浜松の学生らバングラデシュ調査 国際問題に関心を【風紋】

 バングラデシュの少数民族支援を行う国際NGO「ジュマ・ネット」。稲川望事務局長(25)=浜松市中区=と静岡文化芸術大(同区)の学生7人が8月下旬から9月初旬にかけて行った現地調査の報告会では、同じ民族同士の内紛など同国の少数民族の現状を詳細に伝えた。「テレビなどで報道されるのは世界の問題の一部」と訴える学生の姿に胸を打たれた。
 同NGOは国際協力などを専門とする同大の下沢嶽教授が共同代表を務め、同国南東部のチッタゴン丘陵地帯の少数民族「ジュマ」の教育支援に取り組んできた。

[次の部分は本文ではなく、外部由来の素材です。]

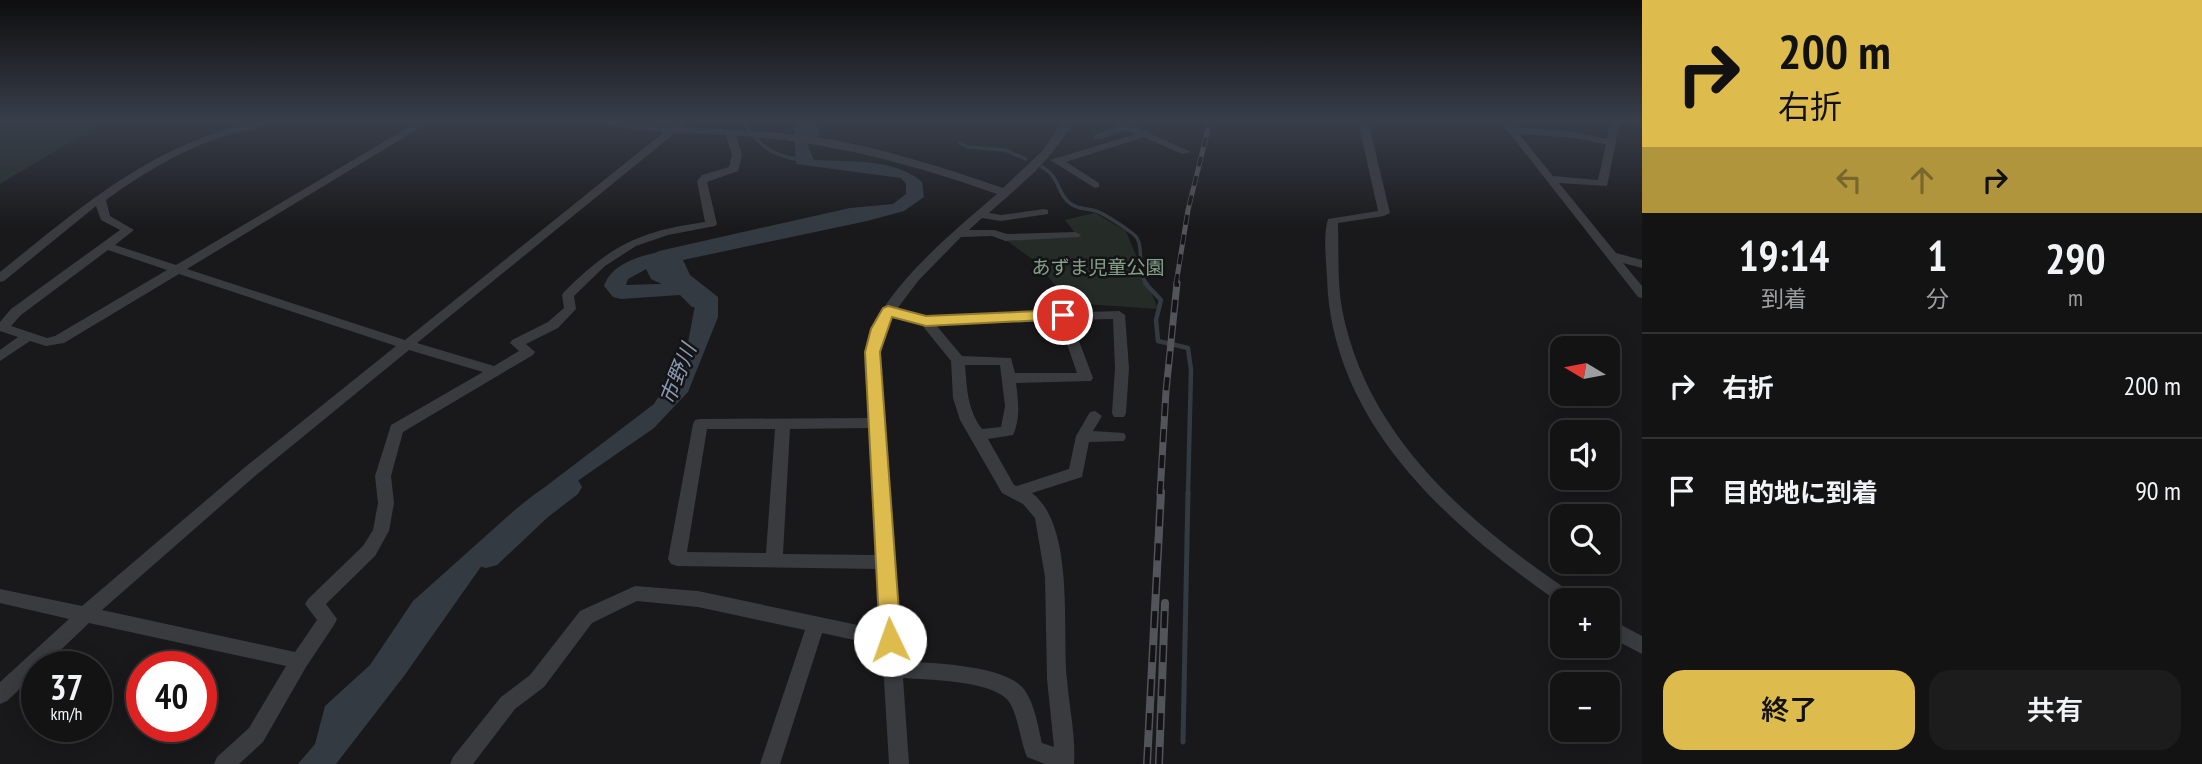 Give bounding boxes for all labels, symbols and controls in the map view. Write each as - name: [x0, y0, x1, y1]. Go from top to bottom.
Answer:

ジュマは焼き畑をする11~13の少数民族の総称で、自治を求めて政府と対立。1979年の多数派のベンガル人を入植させる政府の政策により、ベンガル人とジュマの紛争が起きた。97年に政府と和平協定が結ばれたが、内容に不満を感じたジュマの間でも分裂が発生した。
 学生と稲川事務局長は紛争で被害を受けた家庭を支援しようと、現状把握のために聞き取り調査を行った。政府に土地を収奪されて使用料を払いながら貧しい生活を送る家族や、紛争によって親を亡くした子どもがいることを報告。学生らは現地の過酷さだけではなく、チッタゴンの子どもたちが夢を持って懸命に生きる姿を伝えた。
 稲川事務局長は「誰かを支援することが、政府や別の政治団体からの反発につながる可能性もある」と活動の難しさを話す。支援成功には、遠い異国の出来事と捉えがちな日本でも多くの人の共感を得る必要がある。
 現在、ロシアによるウクライナへの軍事侵攻のほか、ミャンマーでも軍事クーデター以降戦闘が続くなど、世界各地で悲惨な争いが起きている。
 浜松市には、イスラム主義組織タリバンの暫定政権による支配が続くアフガニスタンから逃れてきた女性が1人いる。彼女は取材の際、「日本語を学ぶため、無償の支援があれば」と訴えた。
 「バングラデシュの子どもたちに、貧しさを理由に夢を諦めてほしくない」。学生たちは真剣に支援の必要性を呼び掛けていた。多文化共生の街をうたう浜松市。こうした活動をきっかけに、国際問題への関心がさらに高まってほしい。